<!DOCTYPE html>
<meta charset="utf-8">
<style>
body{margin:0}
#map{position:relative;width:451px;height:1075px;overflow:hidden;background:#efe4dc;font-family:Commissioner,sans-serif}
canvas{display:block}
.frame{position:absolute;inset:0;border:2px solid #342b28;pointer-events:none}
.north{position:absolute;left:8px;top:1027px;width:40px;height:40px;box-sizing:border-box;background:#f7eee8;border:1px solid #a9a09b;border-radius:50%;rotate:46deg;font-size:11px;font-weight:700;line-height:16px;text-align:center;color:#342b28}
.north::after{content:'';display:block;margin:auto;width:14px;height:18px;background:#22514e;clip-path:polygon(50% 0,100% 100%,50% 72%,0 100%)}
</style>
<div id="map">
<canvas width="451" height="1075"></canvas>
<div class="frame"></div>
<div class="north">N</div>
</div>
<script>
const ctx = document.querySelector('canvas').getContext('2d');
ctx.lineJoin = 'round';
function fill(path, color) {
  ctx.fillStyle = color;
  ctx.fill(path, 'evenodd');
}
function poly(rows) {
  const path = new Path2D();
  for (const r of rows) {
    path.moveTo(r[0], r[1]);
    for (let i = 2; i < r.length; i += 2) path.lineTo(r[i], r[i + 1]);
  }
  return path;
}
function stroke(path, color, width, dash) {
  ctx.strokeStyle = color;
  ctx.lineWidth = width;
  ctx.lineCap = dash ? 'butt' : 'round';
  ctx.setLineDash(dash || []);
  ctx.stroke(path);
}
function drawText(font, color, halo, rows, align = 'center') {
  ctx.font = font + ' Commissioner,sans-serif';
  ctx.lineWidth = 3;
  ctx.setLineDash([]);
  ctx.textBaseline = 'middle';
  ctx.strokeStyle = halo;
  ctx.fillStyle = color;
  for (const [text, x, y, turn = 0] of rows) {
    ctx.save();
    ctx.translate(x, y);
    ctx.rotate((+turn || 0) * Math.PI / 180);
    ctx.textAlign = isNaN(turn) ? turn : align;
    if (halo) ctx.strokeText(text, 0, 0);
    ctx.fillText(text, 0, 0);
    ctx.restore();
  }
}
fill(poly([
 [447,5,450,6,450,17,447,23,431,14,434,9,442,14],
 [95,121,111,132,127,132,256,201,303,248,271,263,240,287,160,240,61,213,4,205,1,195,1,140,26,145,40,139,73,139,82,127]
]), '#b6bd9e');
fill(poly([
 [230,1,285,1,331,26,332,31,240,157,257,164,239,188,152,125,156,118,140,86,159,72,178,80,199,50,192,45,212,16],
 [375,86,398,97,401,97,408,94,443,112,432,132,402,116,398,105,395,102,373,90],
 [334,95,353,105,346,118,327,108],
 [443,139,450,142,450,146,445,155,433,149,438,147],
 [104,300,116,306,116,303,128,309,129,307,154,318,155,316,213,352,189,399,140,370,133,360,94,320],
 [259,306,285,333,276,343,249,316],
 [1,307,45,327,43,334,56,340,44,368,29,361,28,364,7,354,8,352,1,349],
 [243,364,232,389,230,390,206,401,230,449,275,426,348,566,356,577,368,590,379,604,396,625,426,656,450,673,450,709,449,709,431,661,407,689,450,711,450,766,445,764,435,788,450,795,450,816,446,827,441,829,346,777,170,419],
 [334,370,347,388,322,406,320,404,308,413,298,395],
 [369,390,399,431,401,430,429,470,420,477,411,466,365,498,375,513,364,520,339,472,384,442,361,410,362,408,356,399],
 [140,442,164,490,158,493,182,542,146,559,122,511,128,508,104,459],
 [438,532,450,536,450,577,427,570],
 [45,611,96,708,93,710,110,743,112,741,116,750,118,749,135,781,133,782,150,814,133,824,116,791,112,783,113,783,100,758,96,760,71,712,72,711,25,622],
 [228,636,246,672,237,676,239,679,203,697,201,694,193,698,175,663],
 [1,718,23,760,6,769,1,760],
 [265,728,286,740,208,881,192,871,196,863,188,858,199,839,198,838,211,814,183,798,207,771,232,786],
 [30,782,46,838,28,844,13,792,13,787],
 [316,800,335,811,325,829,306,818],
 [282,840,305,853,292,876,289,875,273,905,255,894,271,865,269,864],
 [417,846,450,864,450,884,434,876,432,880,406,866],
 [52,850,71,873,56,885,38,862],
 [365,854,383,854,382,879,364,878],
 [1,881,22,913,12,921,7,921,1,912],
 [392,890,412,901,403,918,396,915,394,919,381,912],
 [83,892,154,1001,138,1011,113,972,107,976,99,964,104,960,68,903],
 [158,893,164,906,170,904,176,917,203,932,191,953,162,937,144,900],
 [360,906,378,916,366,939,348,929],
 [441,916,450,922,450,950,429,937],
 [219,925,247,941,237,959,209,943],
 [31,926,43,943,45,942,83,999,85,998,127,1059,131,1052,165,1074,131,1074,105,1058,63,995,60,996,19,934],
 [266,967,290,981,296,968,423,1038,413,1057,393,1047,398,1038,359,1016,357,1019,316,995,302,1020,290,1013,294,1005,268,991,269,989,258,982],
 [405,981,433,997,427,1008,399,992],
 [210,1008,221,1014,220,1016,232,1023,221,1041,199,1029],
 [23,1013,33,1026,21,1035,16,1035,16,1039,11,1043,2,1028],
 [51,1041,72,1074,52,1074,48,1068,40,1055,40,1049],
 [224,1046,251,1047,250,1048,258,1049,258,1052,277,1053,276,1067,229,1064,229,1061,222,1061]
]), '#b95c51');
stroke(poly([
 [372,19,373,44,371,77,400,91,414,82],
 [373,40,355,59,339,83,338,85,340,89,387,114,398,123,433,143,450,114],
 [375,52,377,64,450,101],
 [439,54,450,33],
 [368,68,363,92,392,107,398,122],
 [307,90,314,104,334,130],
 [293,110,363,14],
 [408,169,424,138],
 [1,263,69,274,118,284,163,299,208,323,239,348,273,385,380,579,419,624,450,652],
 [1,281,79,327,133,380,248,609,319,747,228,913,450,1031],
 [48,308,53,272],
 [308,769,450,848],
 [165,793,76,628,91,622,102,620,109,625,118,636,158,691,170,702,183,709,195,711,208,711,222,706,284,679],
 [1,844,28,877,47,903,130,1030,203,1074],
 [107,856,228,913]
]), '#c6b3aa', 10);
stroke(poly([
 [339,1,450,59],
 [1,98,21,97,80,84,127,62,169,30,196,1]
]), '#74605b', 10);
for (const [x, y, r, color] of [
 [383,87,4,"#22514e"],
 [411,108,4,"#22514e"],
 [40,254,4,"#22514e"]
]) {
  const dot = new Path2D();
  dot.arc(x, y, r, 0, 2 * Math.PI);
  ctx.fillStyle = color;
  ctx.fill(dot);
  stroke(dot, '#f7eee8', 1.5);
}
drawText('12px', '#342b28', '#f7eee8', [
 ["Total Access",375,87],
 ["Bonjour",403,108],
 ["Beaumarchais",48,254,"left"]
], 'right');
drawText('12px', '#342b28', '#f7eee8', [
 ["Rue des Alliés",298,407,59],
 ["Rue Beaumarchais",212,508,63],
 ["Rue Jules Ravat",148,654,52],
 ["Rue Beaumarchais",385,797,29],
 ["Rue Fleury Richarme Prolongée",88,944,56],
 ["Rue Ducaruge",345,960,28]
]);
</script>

------------------------------

§ YOUR INSTRUCTIONS:
In the listing, return each line containing the string "function".

§ RESULT OF THIS EXERCISE:
function fill(path, color) {
function poly(rows) {
function stroke(path, color, width, dash) {
function drawText(font, color, halo, rows, align = 'center') {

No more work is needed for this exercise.